VIFF allows you to write a program which will interact with other programs in order to execute a joint computation. This is called a multi-party computation, MPC for short.

The programs will implement what we call a virtual ideal functionality (IF). The idea is that the behavior of the programs should be indistinguishable from the behavior of programs interacting with a so-called ideal functionality. An ideal functionality is a player that cannot be corrupted, also known as a trusted third party (TTP).

Interacting with an IF is easy: all players give their inputs to the IF, which computes the results. The results are then distributed to the correct players. The inputs and the results are sent over secure channels, and since the IF cannot be corrupted, this ideal protocol must be secure.

In the real world there is no IF, but VIFF allows you to implement a virtual ideal functionality. The behavior of a bunch of programs using VIFF is indistinguishable from program running in the ideal world. It is indistinguishable in the sense that everything that can happen in the real world protocol could happen in the ideal world too. Since no attacks can occur in the ideal world, no attacks can occur in the real world as well. We call this a secure multi-party computation (MPC).

Security Assumptions

Please note that like all cryptographic systems, VIFF is only secure as long as certain assumptions are fulfilled. These assumptions include:

  • The adversary can only corrupt up to a certain threshold of the total number of players. The threshold is 1/2 of the players for viff.passive and 1/3 of the players for viff.active. This means that you need three players to tolerate one corruption (there must be an honest majority) for security against and passive adversary and four players for security against an active adversary.
  • The adversary is computationally bounded. The protocols used by VIFF rely on certain computational hardness assumptions, and therefore only polynomial time adversaries are allowed. The BGW protocol used in viff.passive is information theoretically secure, but we still use cryptographic tools such as SSL to implement it.
  • The adversary is passive or active, depending on the protocol. Being passive means that the adversary only monitors the network traffic, but still follows the protocol.

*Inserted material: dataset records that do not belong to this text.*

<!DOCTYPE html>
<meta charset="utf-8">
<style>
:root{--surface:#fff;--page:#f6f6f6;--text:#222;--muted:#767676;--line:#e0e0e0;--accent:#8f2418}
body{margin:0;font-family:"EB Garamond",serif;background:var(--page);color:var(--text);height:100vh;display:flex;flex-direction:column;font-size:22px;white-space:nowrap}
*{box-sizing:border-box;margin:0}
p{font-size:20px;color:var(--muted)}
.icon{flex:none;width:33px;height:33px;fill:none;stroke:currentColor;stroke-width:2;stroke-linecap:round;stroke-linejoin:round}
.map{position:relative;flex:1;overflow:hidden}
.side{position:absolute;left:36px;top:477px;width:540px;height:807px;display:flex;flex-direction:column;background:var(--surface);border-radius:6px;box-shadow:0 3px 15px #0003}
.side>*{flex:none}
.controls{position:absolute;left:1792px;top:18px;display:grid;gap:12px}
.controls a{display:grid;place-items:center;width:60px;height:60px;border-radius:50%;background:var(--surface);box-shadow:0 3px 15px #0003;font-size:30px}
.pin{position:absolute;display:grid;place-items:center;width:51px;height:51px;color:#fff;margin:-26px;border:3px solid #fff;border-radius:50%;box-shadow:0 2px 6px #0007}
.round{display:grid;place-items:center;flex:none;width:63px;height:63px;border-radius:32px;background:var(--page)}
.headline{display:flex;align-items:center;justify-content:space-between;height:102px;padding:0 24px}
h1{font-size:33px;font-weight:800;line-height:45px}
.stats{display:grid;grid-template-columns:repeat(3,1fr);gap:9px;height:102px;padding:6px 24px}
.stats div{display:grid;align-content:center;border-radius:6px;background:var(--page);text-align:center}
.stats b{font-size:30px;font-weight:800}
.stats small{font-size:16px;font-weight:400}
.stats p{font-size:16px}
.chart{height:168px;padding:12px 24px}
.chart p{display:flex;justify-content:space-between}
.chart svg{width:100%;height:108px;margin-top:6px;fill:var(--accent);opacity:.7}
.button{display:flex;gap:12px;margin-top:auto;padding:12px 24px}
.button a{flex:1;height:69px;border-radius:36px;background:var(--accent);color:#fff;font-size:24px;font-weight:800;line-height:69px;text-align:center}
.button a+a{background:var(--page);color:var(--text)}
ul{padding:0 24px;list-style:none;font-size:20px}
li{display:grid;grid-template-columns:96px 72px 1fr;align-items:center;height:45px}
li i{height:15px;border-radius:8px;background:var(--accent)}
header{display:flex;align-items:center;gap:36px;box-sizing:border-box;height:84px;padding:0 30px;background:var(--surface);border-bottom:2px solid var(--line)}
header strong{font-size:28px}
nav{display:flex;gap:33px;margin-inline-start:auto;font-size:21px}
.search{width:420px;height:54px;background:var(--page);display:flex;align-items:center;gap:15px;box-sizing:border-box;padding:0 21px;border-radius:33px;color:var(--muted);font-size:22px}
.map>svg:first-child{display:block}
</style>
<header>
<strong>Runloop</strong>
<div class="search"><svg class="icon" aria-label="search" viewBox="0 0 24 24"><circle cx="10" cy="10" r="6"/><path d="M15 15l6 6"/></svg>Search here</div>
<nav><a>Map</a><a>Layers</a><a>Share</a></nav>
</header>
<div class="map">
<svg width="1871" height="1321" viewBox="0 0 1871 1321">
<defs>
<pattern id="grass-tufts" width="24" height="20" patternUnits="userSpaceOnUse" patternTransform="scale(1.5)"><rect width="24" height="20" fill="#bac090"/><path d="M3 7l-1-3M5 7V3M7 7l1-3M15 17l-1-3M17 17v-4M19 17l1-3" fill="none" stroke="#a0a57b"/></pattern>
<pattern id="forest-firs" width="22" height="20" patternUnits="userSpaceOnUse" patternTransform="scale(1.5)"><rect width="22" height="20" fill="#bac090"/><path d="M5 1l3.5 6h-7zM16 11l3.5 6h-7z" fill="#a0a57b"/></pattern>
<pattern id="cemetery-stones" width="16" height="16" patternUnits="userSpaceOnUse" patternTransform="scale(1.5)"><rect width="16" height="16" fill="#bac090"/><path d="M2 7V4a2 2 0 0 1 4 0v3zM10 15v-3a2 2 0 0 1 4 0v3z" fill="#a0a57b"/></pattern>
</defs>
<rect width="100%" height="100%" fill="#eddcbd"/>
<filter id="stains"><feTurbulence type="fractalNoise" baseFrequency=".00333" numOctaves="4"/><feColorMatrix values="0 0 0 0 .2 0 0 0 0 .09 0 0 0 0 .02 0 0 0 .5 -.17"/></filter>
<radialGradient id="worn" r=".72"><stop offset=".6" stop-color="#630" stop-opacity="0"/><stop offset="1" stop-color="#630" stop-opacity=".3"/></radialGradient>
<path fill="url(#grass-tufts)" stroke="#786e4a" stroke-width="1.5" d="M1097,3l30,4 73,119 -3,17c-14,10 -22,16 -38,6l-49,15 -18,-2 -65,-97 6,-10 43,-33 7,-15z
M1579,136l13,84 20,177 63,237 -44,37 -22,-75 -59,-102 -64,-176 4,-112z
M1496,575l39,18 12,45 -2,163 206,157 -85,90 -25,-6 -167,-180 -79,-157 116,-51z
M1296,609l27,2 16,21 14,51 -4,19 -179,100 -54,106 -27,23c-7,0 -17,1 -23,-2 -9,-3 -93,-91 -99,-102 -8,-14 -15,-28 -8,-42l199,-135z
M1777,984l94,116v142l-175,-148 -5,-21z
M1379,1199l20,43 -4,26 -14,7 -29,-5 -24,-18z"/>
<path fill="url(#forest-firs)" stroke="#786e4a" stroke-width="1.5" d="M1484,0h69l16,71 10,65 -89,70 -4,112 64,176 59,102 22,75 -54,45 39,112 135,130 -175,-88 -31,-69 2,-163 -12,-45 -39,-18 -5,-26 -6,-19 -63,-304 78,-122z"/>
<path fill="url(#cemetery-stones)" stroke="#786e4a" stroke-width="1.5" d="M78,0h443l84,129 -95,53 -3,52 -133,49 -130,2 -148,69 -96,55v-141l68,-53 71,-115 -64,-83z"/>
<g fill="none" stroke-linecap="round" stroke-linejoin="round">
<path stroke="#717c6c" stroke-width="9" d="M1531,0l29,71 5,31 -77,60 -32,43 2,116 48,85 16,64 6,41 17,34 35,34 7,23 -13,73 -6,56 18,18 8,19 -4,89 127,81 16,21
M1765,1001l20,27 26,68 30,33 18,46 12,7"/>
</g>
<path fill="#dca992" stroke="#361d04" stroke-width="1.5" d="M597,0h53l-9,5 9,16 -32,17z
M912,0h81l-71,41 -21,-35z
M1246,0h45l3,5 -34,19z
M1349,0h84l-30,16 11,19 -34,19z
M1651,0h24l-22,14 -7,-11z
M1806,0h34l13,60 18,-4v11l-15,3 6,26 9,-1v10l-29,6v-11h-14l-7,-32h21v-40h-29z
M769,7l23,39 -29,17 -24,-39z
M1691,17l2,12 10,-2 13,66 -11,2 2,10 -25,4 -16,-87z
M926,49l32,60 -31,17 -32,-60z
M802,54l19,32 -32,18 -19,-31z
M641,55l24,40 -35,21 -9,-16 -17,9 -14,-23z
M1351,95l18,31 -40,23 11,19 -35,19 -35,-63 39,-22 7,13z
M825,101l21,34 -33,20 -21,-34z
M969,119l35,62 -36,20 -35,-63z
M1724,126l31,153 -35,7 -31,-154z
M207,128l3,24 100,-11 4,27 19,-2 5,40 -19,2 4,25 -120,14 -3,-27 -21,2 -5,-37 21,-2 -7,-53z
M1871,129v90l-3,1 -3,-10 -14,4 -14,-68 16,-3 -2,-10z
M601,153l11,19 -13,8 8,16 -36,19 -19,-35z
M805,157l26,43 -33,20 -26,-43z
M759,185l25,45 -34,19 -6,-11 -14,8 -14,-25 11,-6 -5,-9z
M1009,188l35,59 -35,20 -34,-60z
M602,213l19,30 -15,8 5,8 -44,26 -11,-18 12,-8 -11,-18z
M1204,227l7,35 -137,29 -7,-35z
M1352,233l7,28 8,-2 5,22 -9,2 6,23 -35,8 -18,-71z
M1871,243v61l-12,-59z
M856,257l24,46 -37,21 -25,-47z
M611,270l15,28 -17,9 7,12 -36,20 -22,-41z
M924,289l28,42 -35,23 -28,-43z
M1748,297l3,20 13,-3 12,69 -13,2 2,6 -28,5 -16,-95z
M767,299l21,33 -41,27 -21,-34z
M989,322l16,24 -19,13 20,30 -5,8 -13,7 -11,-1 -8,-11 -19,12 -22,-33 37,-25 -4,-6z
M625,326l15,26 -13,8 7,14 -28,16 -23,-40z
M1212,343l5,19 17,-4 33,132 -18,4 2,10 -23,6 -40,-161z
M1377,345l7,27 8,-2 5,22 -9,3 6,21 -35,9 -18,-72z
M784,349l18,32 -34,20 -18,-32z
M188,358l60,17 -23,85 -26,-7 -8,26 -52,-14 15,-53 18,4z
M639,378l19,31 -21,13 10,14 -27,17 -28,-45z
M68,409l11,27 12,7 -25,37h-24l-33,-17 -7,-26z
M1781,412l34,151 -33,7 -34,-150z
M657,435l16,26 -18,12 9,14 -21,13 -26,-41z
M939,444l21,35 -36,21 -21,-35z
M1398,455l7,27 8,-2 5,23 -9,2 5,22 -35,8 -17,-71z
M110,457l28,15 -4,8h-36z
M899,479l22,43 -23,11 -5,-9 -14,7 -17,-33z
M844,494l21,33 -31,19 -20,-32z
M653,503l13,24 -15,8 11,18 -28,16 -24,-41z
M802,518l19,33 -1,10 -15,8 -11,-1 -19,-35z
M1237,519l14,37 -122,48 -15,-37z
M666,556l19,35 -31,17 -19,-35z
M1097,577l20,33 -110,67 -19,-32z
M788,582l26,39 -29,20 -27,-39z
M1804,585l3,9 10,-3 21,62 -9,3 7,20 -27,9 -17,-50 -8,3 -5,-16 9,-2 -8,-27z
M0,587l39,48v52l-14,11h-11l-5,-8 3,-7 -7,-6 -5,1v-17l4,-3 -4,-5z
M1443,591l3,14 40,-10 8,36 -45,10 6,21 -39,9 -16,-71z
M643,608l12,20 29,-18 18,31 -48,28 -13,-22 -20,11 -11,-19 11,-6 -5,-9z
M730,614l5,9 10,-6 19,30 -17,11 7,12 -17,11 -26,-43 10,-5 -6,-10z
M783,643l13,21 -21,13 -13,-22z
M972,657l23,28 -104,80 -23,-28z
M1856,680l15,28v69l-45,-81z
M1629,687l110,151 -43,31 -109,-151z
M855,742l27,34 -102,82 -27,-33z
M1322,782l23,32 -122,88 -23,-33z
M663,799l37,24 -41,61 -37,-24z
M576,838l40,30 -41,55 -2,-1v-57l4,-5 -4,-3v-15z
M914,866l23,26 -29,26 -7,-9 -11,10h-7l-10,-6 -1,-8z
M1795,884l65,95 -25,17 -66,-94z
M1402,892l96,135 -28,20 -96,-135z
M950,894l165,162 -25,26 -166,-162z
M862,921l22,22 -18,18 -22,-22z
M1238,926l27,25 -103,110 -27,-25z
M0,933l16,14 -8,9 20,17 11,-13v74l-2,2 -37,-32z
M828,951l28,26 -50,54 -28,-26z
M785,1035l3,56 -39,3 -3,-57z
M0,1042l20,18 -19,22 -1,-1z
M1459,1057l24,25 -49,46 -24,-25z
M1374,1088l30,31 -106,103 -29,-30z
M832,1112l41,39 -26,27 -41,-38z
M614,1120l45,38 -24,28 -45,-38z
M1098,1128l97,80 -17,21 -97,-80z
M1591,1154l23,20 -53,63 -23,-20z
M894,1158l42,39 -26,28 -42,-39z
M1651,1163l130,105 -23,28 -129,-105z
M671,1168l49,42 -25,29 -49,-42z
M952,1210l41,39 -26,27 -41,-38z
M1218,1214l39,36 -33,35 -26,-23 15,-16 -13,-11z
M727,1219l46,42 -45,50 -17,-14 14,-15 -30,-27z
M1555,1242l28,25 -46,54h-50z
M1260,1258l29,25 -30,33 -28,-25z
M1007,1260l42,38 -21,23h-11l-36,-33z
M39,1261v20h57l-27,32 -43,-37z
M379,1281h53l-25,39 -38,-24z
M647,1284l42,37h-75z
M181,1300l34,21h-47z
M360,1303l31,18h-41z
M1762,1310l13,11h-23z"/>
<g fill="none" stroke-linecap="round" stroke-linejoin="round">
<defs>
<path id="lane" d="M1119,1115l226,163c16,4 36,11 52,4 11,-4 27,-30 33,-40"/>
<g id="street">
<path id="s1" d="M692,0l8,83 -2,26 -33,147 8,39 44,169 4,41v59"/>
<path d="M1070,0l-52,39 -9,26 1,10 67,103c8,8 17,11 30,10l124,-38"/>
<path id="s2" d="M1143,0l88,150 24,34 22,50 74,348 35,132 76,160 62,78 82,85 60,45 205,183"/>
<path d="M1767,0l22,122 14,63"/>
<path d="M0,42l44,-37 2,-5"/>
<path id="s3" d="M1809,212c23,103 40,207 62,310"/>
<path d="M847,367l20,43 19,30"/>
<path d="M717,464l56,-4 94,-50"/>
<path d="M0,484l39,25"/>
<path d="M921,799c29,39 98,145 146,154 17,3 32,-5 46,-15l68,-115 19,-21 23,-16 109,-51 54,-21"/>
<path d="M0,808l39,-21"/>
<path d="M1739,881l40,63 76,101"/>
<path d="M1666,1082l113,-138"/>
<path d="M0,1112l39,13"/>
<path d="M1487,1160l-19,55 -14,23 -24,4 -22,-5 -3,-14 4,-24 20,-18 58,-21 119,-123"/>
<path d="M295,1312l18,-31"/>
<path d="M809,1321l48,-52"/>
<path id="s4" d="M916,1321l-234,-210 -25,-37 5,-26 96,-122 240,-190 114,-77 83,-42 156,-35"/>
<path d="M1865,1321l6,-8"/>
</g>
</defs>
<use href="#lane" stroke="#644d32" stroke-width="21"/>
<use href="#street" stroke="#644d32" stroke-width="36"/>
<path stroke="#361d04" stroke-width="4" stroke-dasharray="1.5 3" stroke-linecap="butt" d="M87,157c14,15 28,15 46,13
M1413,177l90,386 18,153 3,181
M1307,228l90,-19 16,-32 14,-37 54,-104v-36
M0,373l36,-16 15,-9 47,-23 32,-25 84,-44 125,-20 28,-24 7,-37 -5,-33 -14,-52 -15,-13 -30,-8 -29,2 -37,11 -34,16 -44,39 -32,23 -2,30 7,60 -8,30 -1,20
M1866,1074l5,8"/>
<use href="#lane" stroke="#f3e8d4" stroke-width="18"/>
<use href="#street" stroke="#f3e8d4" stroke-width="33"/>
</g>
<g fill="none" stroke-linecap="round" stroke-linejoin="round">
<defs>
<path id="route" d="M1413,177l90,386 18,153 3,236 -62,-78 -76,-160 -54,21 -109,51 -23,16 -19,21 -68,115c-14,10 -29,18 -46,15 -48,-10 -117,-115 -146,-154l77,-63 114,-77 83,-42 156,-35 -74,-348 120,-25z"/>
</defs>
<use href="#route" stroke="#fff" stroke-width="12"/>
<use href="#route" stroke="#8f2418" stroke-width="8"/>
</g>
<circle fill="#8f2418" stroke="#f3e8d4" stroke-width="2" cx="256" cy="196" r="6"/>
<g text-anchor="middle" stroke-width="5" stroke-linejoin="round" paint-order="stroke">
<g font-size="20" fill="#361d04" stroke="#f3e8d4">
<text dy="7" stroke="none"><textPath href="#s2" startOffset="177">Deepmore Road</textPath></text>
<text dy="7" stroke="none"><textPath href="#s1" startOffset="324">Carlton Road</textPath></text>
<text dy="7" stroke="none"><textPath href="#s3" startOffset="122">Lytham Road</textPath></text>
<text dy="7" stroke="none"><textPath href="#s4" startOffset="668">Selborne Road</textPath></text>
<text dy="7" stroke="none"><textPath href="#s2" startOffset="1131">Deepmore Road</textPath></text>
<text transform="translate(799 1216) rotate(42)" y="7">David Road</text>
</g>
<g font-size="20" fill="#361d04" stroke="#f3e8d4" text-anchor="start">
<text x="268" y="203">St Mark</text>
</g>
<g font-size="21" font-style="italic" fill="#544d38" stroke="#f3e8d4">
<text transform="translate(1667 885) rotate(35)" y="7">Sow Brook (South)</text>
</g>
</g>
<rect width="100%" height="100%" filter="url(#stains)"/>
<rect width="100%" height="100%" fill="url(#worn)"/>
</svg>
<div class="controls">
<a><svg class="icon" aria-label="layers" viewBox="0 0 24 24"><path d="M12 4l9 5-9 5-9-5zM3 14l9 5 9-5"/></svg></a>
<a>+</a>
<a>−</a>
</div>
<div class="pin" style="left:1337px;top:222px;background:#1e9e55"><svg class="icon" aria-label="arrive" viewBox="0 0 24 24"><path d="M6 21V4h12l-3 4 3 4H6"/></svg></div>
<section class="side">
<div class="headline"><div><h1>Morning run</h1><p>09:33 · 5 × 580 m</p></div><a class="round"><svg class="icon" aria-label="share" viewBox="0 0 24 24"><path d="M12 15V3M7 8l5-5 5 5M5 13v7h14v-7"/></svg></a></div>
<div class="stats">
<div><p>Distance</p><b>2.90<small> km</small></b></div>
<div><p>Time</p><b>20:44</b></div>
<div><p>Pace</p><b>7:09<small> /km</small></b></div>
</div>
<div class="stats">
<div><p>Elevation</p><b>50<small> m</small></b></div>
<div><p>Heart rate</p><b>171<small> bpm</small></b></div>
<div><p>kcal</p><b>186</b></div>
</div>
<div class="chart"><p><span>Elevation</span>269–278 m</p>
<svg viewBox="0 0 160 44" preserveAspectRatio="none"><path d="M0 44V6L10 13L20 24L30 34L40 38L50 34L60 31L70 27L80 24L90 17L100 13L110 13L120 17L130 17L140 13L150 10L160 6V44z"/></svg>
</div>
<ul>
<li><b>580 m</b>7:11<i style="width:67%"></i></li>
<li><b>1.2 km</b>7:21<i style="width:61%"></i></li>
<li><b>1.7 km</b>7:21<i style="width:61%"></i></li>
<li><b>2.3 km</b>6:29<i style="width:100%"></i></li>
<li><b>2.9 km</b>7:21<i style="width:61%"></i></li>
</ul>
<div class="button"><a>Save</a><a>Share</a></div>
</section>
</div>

An active adversary is allowed to deviated from the protocol in arbitrary ways.

The precise assumptions for each protocol will eventually be included in the documentation, but this has not yet been done in all cases.


VIFF consists of several modules. The viff.runtime module contains the Runtime and Share classes, in which the main functionality is implemented. The viff.field module contains implementations of finite fields — these are the values inside the shares. Other modules provide support functions.


The basic functionality in VIFF is implemented in the Runtime class. This class offers methods to do simple network communication. The PassiveRuntime class implements the BGW protocol and offers methods for addition, multiplication, etc. These methods operate on Share instances.

Shares hold either GFElement or GF256 elements and are created from the shamir_share() or prss_share() Runtime methods. Shares overload the standard arithmetic operators, so you can write a + b - c * d with four shares, and it will be translated correctly into the appropriate method calls on the Runtime associated with the shares.

A field element contain the concrete value on which we do calculations. This is just a normal Python (long) integer. The value is wrapped in an object that will keep track of doing modulo reductions as appropriate.

So in a nutshell, VIFF has these layers:

  • Top-level layer for application programs: There you manipulate Python integers or Share instances.
  • Runtime layer: The runtime deals with Python integers or shares.
  • Field elements: Deals with arithmetic over Python integers, but with modulo reductions as needed.